Source : http://ericsadin.org/realisations/desert-nous-memes-tournant-intellectuel-et-creatif-lintelligence-artificielle

La Vie spectrale. Penser l'ère du métavers et des IA génératives. Éditions Grasset, en librairie à partir du 18 octobre 2023, 280 pages, 19.50€

4e de couverture.

En à peine 18 mois, deux événements ont tour à tour provoqué une onde de choc planétaire. Octobre 2021, Mark Zuckerberg annonce l’entrée de l’humanité dans le métavers ; fin 2022, le robot conversationnel, ChatGPT, système d’intelligence artificielle capable de rédiger des textes à notre place et appelé à indéfinilent se perfectionner, est mis en ligne.

Si Internet nous a fait basculer dans une autre société, les champions de l’industrie du numérique nous promettent maintenant de vivre dans une nouvelle dimension. Mais laquelle ? Quand ? Quelles en sont les raisons d’être ? Et l’horizon qui se profile ?
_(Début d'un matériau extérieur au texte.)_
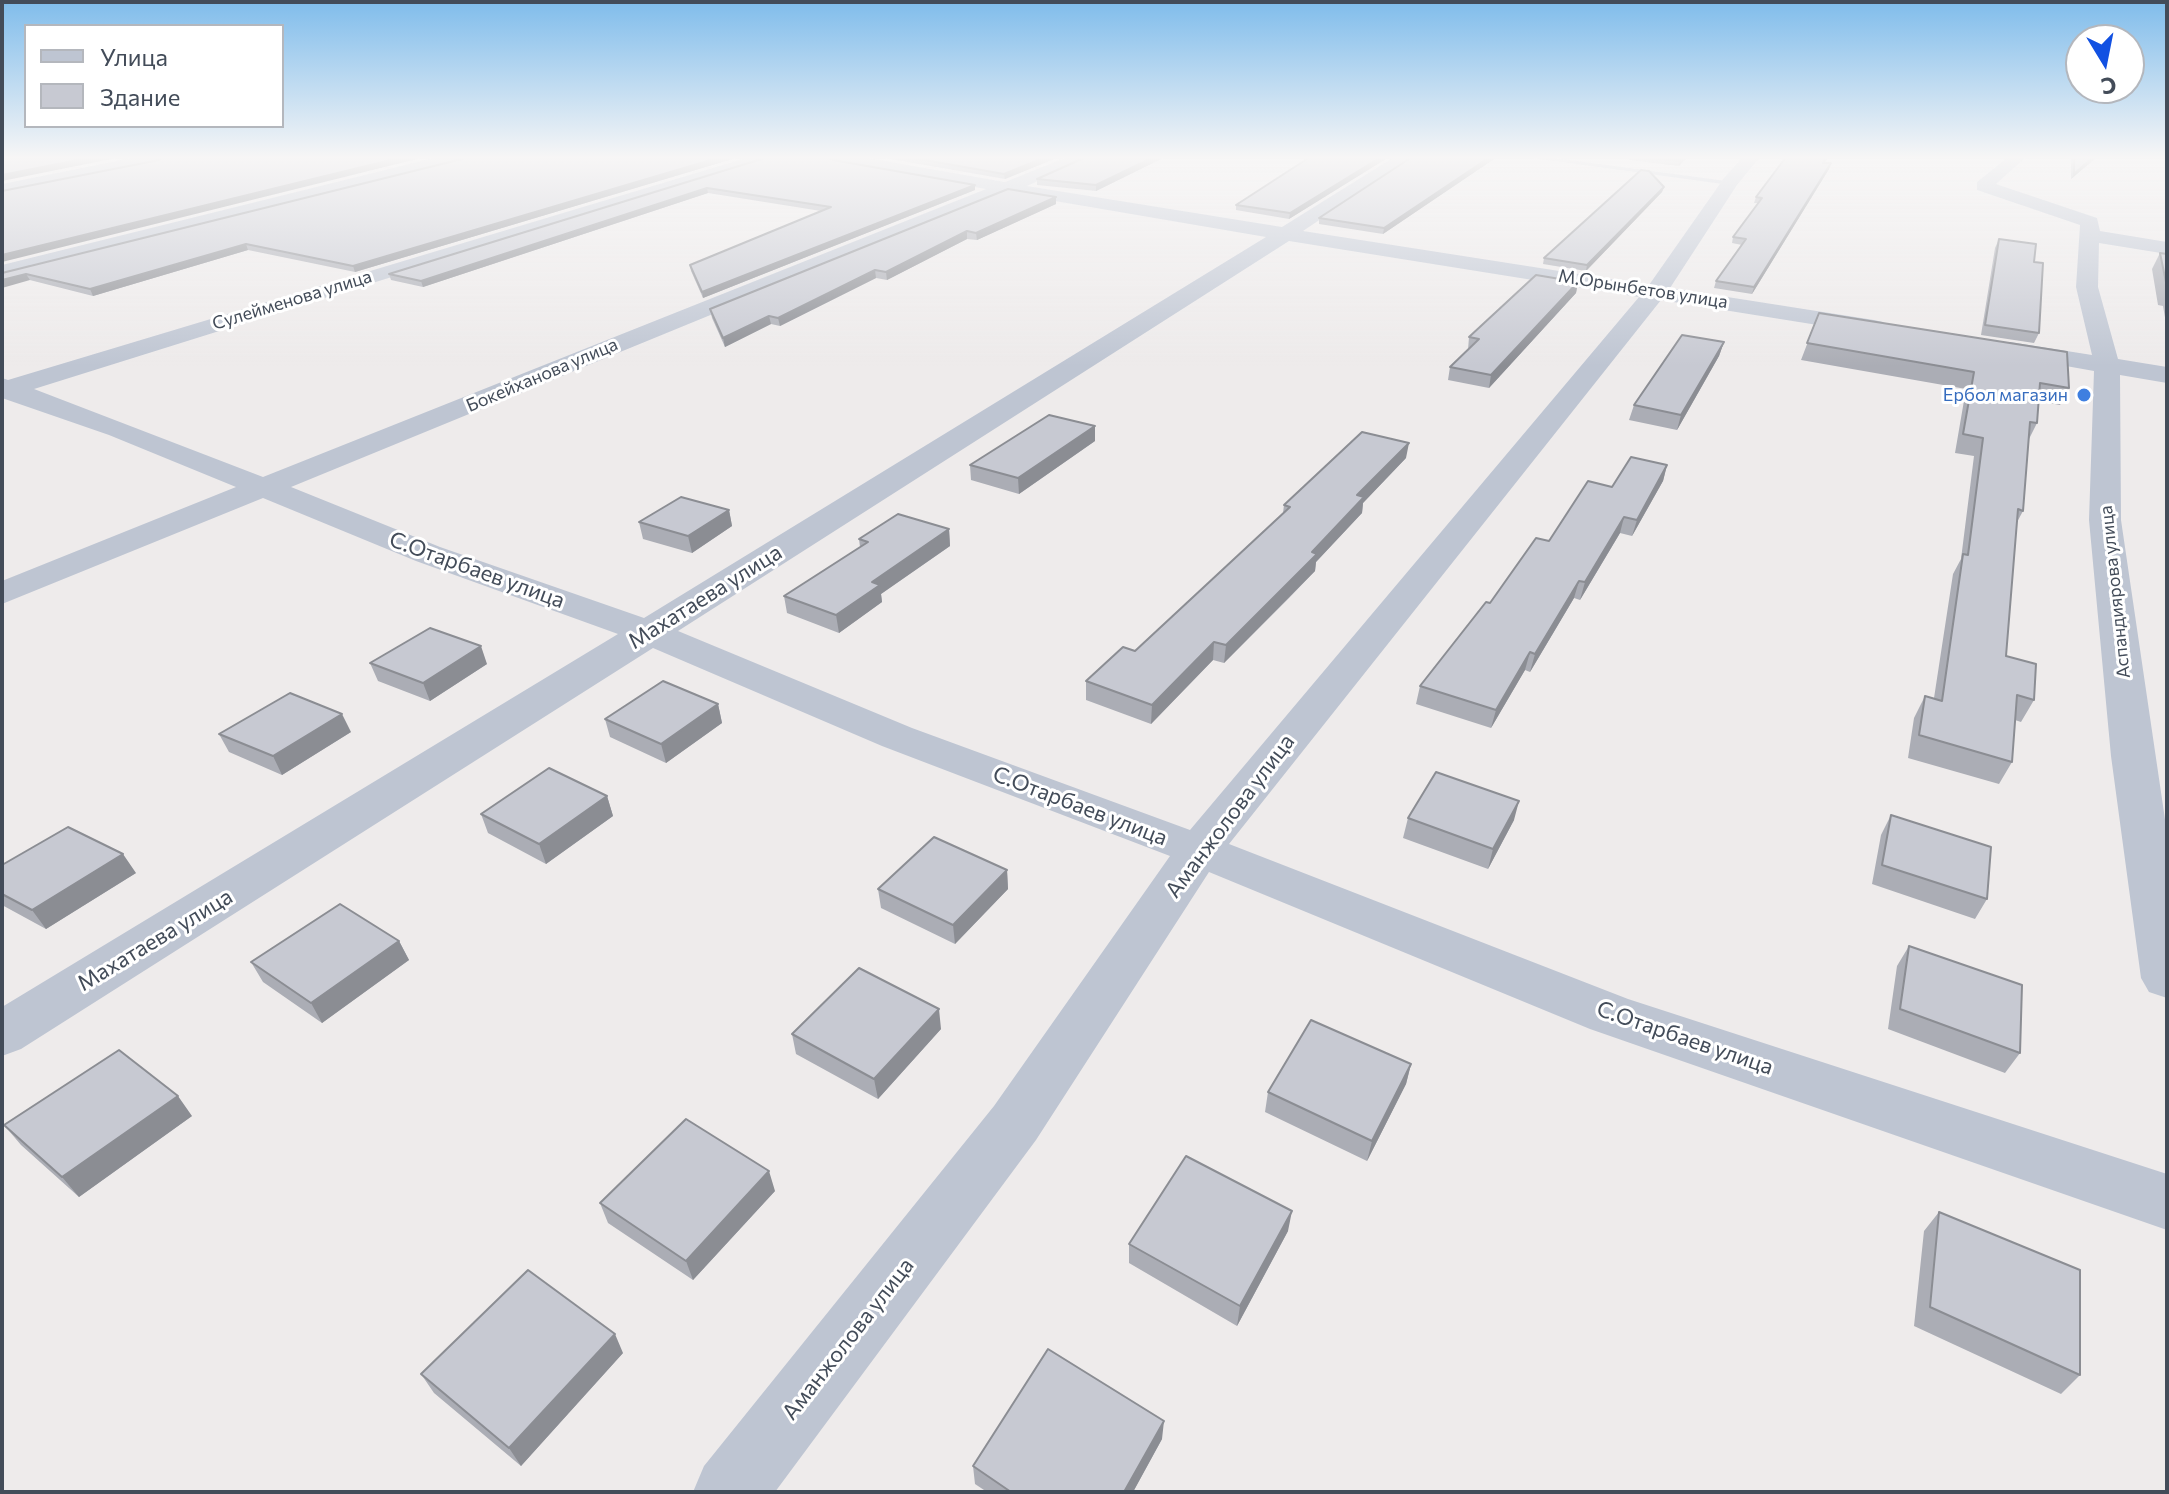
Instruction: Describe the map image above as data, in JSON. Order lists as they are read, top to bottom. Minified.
{"streets":{"street":["М.Орынбетов улица","Сулейменова улица","Бокейханова улица","С.Отарбаев улица","Аспандиярова улица","Махатаева улица","Аманжолова улица"]},"crossings":[["М.Орынбетов улица","Махатаева улица"],["М.Орынбетов улица","Аманжолова улица"],["Сулейменова улица","С.Отарбаев улица"],["Бокейханова улица","С.Отарбаев улица"],["С.Отарбаев улица","Махатаева улица"],["С.Отарбаев улица","Аманжолова улица"]],"places":["Ербол магазин"],"legend":["Улица","Здание"],"north":"bottom"}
Philosophe majeur, Éric Sadin répond à ces questions en retraçant les évolutions technologiques, économiques et sociétales qui nous ont menés là, et expose leurs enjeux politiques et anthropologiques.

Car le métavers n’est pas une fantasmagorie, c’est une réalité qui déjà nous environne autant qu’un puissant mouvement, celui de la pixellisation croissante de nos existences (travail, enseignement, médecine, achats, loisirs et interactions ont lieu en ligne – et derrière nos écrans).

Un seuil a été franchi avec l’apparition de l’intelligence artificielle générative, dont le rôle n’est plus de gérer nos tâches mais de produire du langage, des images, du son… Nos facultés fondamentales sont en passe d’être déléguées à des machines.

Bientôt, c’est la voix de ces robots qui nous guidera dans nos cavernes de pixels, à chaque étape de nos vies vouées à être sans trêve analysées, marchandisées, désincarnées.

Face à cette rupture sans précédent, une philosophie s’impose pour comprendre et agir. Mises en perspectives historiques, analyses des systèmes technologiques, décryptages des intérêts économiques et des conséquences civilisationnelles,

La vie spectrale est autant une phénoménologie contemporaine que la pensée du monde qui vient. Un essai magistral et capital.